HOW TO COMPLETE THIS TASK:
From the data below, repeat exactly the lines from the line with "M115,644L163,574" to the line with "M195,896L217,867", both included.

DATA FOR THIS EXERCISE:
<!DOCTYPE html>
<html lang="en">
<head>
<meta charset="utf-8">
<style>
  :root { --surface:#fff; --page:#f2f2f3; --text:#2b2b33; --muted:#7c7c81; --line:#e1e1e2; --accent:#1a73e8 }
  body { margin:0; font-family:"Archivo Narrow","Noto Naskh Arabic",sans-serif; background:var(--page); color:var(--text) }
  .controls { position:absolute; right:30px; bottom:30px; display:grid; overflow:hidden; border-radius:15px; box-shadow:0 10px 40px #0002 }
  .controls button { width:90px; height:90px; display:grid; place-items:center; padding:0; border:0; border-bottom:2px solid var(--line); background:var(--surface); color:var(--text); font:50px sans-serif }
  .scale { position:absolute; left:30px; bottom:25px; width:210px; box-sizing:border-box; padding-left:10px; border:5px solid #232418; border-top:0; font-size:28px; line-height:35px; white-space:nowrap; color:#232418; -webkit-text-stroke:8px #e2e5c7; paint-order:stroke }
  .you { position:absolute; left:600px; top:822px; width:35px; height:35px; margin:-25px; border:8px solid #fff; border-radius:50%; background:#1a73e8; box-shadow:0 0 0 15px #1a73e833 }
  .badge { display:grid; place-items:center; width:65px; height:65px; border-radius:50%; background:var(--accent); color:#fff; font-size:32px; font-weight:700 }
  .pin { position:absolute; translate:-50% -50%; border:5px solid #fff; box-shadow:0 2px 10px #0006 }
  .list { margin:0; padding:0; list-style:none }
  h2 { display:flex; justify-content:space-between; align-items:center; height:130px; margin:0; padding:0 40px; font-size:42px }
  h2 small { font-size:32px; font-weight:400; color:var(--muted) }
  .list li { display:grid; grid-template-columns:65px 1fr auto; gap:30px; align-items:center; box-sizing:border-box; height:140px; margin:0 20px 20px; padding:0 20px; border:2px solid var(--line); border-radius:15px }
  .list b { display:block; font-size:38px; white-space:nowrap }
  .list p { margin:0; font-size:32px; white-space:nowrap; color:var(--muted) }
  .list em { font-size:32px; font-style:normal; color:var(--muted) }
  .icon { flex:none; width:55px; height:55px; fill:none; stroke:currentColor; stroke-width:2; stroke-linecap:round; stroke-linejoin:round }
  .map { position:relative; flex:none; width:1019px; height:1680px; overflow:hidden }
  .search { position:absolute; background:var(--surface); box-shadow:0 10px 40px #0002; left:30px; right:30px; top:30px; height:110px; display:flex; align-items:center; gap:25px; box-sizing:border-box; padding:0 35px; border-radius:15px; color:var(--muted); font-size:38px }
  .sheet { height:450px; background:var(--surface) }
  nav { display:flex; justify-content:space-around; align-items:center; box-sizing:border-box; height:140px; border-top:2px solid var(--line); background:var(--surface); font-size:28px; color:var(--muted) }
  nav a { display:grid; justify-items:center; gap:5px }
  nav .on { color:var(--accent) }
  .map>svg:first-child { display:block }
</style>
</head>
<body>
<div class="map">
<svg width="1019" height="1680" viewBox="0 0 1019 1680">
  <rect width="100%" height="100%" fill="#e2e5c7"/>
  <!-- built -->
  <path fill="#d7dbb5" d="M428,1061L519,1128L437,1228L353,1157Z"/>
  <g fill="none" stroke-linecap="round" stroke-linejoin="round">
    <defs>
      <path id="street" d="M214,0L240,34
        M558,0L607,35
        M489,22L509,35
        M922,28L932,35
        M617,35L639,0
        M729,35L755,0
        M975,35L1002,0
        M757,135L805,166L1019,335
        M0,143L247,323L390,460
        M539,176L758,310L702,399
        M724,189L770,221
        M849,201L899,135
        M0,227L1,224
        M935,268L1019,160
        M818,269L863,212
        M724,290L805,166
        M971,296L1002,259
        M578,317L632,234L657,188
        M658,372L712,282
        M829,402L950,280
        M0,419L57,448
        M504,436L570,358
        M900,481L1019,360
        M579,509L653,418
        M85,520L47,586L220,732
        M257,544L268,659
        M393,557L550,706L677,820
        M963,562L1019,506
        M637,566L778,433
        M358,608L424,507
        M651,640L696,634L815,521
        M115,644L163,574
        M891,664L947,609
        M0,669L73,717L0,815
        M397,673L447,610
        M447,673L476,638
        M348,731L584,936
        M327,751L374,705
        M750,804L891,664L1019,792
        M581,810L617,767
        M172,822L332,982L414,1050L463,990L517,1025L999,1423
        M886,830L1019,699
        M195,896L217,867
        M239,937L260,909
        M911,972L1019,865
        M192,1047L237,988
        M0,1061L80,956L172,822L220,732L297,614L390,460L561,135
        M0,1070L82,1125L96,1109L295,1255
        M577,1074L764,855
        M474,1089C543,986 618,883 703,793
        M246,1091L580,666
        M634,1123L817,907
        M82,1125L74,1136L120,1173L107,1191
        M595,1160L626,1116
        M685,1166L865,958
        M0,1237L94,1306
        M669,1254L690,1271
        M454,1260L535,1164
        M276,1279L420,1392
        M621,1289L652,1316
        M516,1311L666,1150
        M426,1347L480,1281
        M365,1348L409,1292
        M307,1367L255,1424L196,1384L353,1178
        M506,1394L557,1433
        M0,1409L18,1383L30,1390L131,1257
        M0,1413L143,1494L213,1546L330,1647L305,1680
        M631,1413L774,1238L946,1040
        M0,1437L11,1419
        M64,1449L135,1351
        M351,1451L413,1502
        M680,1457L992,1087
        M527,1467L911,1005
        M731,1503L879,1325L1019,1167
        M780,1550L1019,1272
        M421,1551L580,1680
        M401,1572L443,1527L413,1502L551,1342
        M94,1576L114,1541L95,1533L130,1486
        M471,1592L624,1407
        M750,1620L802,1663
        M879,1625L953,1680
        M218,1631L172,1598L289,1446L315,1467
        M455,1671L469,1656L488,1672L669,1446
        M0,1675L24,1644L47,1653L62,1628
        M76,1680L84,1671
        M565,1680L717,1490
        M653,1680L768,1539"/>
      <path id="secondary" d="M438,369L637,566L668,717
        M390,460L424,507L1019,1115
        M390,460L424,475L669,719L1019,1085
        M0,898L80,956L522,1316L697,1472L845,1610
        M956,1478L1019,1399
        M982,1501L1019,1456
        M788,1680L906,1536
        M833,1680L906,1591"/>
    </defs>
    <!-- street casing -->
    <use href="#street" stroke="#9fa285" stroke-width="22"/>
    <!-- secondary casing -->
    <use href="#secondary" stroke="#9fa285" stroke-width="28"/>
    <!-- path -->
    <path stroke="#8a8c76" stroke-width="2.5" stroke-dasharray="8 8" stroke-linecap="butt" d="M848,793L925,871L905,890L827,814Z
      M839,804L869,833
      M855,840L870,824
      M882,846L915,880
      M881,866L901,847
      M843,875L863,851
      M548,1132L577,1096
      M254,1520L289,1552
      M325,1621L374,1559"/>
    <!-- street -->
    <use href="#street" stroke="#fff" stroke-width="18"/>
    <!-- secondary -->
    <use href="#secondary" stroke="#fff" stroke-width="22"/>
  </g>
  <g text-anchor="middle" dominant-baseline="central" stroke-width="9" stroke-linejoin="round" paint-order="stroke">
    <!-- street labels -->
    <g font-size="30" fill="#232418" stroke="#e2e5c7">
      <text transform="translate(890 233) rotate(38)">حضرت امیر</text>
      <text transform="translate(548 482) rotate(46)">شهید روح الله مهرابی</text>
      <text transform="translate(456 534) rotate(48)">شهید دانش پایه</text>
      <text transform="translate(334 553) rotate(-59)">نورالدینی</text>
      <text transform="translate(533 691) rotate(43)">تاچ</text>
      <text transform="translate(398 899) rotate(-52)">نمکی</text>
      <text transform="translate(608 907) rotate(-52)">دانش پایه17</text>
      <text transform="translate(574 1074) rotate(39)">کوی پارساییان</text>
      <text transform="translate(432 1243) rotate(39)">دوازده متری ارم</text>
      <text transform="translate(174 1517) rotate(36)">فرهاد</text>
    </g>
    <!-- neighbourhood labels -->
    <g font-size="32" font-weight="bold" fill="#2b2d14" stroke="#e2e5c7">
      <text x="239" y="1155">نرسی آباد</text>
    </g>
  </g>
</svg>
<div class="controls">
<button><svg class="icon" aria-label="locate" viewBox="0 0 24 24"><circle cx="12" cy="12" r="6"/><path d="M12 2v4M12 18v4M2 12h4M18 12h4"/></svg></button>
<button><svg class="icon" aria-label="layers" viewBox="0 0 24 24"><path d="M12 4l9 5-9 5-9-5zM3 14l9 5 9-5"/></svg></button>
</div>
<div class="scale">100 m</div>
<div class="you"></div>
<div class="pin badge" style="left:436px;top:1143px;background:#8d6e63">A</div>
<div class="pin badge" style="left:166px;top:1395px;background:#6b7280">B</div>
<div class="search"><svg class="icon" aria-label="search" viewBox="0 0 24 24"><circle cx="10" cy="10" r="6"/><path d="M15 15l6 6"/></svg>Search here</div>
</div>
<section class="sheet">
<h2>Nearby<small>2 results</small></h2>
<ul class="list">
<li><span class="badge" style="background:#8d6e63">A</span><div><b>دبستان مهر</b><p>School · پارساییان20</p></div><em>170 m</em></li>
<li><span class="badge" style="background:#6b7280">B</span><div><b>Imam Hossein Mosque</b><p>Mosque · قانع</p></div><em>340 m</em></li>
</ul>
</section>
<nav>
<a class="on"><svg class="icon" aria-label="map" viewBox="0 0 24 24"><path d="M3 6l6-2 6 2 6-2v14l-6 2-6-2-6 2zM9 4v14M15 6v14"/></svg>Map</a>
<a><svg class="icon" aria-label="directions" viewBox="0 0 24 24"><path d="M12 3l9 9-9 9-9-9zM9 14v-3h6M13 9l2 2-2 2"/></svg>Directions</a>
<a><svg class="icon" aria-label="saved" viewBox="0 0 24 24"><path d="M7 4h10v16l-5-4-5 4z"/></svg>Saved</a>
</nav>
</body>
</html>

EXERCISE RESPONSE:
        M115,644L163,574
        M891,664L947,609
        M0,669L73,717L0,815
        M397,673L447,610
        M447,673L476,638
        M348,731L584,936
        M327,751L374,705
        M750,804L891,664L1019,792
        M581,810L617,767
        M172,822L332,982L414,1050L463,990L517,1025L999,1423
        M886,830L1019,699
        M195,896L217,867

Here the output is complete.